Three interesting cases were Kim, Shelley and Ron. Kim had ratings of High to Very High for all characteristics including tutoring skill but was not motivated to teach mathematics. (She was no longer tutoring students in the following year.) Apart from reasonably good knowledge of 2- and 3-digit numbers and a perfect attendance record, Shelley rated Very Low initially on all characteristics and of all the IEWs, Block A had the greatest positive impact on Shelley. (Shelley had left Woorabinda by the time of Block B and has not returned in the 12 months since.) Ron was an interesting case as he had the lowest attendance but was rated as 3.5 on final tutoring skills. Ron, however, had Very High affects and beliefs with respect to mathematics tutoring allied with High mathematics and pedagogy knowledge.

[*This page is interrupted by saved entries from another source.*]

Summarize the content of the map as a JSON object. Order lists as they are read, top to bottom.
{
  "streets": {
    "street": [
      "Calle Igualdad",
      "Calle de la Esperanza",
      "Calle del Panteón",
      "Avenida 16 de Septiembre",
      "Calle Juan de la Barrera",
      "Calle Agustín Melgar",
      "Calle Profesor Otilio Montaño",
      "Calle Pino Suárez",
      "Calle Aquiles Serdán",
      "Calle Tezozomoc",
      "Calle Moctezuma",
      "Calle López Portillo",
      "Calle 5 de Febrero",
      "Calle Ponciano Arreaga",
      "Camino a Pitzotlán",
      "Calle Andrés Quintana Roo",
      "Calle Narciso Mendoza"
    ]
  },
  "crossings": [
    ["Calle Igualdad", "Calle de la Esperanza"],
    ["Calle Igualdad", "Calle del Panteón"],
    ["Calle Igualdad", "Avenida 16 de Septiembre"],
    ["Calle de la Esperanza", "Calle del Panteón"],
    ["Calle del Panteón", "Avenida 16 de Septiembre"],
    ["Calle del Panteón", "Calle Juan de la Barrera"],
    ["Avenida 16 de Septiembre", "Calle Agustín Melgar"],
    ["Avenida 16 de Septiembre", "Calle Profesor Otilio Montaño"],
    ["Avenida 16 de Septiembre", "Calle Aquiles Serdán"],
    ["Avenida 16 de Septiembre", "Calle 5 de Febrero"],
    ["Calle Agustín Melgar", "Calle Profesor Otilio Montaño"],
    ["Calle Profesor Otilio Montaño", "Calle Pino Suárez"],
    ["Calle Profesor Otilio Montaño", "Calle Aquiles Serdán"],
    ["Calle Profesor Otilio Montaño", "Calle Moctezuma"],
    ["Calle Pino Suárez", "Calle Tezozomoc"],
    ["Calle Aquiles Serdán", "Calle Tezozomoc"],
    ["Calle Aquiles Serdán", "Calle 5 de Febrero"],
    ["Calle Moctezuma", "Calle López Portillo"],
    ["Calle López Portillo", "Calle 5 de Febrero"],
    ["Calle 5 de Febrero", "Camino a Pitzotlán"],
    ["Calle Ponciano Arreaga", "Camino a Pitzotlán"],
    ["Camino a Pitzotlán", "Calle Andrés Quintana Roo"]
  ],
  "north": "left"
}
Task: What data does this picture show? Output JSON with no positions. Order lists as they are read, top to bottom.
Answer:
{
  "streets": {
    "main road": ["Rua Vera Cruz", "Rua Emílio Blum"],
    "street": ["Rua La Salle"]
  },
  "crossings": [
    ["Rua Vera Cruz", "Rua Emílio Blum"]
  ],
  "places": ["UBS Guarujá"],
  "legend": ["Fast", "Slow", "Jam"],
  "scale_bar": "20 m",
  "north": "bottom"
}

Block B – Attendance and characteristics

Block B of the Train a Maths Tutor Program ran for one week (four days) only so is not seen to have the significance of Block A. However, changes in characteristics were identifiable across the week. This section provides attendance details (Section 4.5.1), IEWs’ ratings of the Program and self ratings with respect to characteristics (Section 4.5.2), changes in characteristics (Section 4.5.3), and a summary of findings (Section 4.5.4).

4.5.1 Attendance

Eight IEWs attended all or part of the training and development sessions in Block B. Table 18 shows their attendance across Block B, indicating attendance by a tick, absences by a cross, and absences due to personal or contextual circumstances by shading. The table shows that, excluding the shading, attendance was almost 80%, and 88% (if Shane who came for the first day only is not included).

Table 18: IEWs’ attendance across the one week of Block B training

Note. * indicates IEWs who had participated in Block A Training. Shading indicates absence due to contextual circumstances. O indicates unexplained absence.

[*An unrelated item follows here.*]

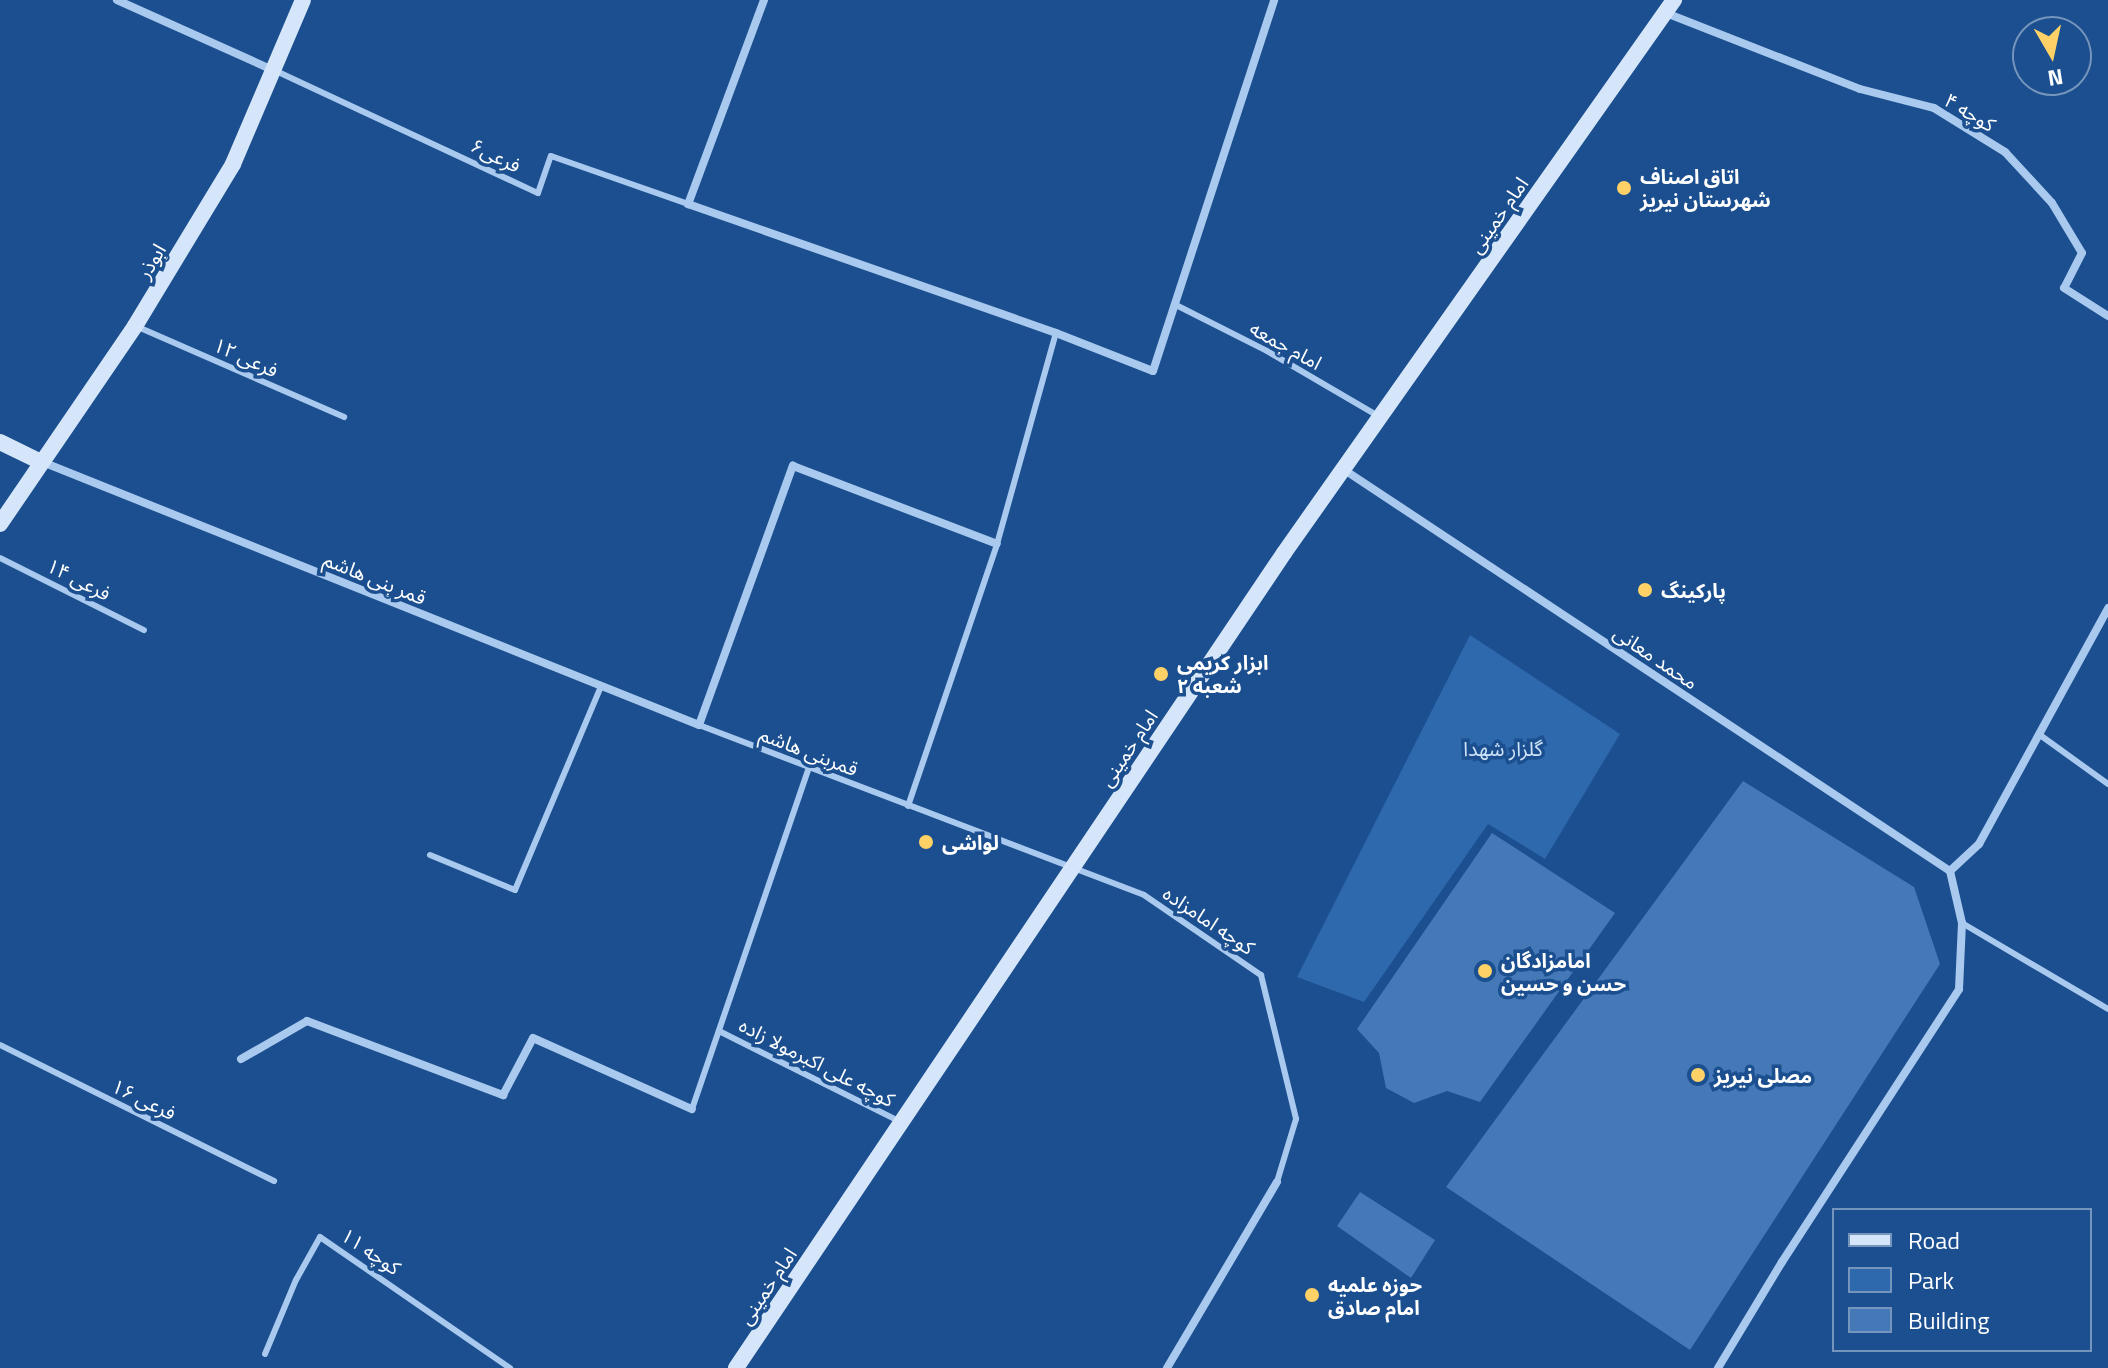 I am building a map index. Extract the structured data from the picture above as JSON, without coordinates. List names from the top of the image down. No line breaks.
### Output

In Block B, seven of the eight IEWs in Block B were from Woorabinda primary school and one from the Wadja Wadja High School. Yet, in Block A, this distribution was reversed; four IEWs were from the primary school and seven were from the high school. The one IEW from the high school, Linda, was relatively new to the school and had quite good computer knowledge.

The lack of IEW participation from the high school was mainly due to the turmoil in the school due to disagreements between the School Council and staff, which saw the principal and all teaching staff but two not re-employed in the following year. As well, the changes in attendance were also due to: (a) the turnover of IEWs in the weeks between Blocks A and B (three of the original 11 were no longer in Woorabinda); (b) the lack of advertisement for Block B (not advertised to the extent as Block A); (c) the perception that Block B did not have the same prestige as Block A (Block B was one week only and lacked a graduation ceremony); (d) the training times of Block B (1-4 p.m. each day was not seen as convenient by the IEWs); and (e) the technophobia (i.e., fear of computers) of some IEWs.

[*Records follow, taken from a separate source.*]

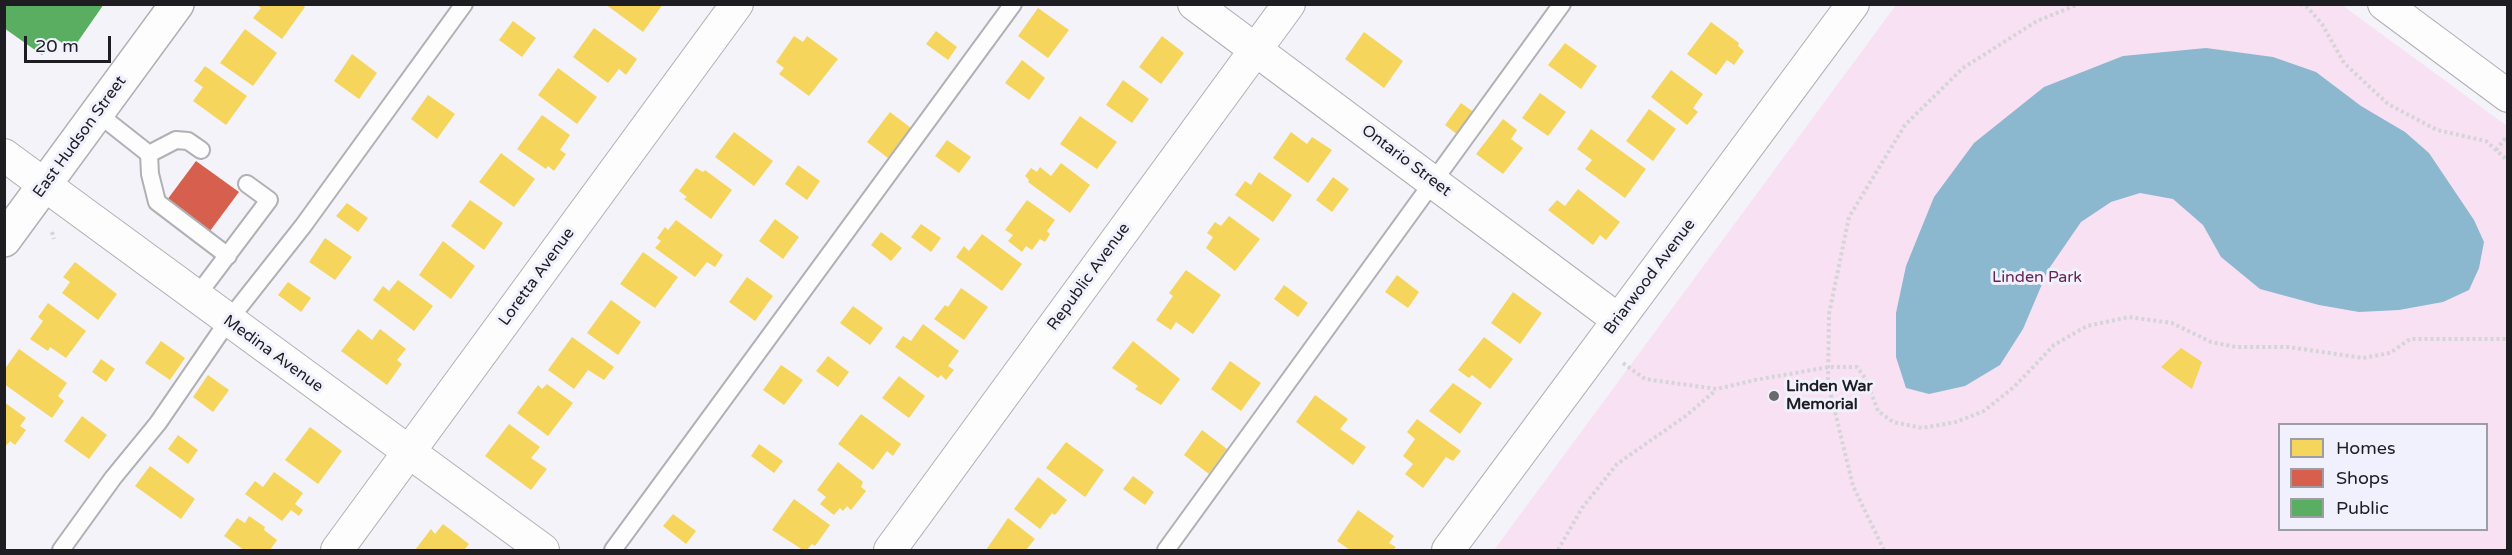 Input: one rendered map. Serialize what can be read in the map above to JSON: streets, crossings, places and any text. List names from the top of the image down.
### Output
{
  "streets": {
    "main road": ["East Hudson Street"],
    "street": [
      "Ontario Street",
      "Loretta Avenue",
      "Republic Avenue",
      "Briarwood Avenue",
      "Medina Avenue"
    ]
  },
  "crossings": [
    ["East Hudson Street", "Medina Avenue"],
    ["Ontario Street", "Republic Avenue"],
    ["Ontario Street", "Briarwood Avenue"],
    ["Loretta Avenue", "Medina Avenue"]
  ],
  "parks": ["Linden Park"],
  "places": ["Linden War Memorial"],
  "legend": ["Homes", "Shops", "Public"],
  "scale_bar": "20 m"
}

Similar to Block A attendance (see Section 4.1), the observers (researchers, teachers, research assistants, critical friends, visiting scholar) commented that the high attendance rate indicated the success of Block B. It was obvious to the observers that the IEWs attending were pro-computers and eager to know how to use PowerPoint and Excel. In particular, the teachers believed that the high attendance was a strong indication that the IEWs were enjoying the Program.

Ratings and self-ratings

At the end of Block B of the Program, six of the eight IEWs (Dixie, Mel, Linda, Ron, Dick & Trevor) were interviewed with respect to their experience with computers, their perceptions of Block B of the Program, and their beliefs about the future. The IEWs gave ratings on a 5-point scale (1 – Very Low to 5 – Very High) to their beliefs and self ratings with the same 5-point scale on their abilities.

Table 19 summarises the IEWs’ responses to the interview and ratings and self-ratings with respect to the one week of Block B computer training.

Table 19: IEWs’ responses and self-ratings with respect to the one week of Block B computer training

Note: The IEWs ratings and self ratings were by five-point scale (1-very low to 5-very high).

* Mel was not working at the time of the training and therefore these questions were not applicable to her situation.

** Dixie’s classroom had no computers hence her response of N/A.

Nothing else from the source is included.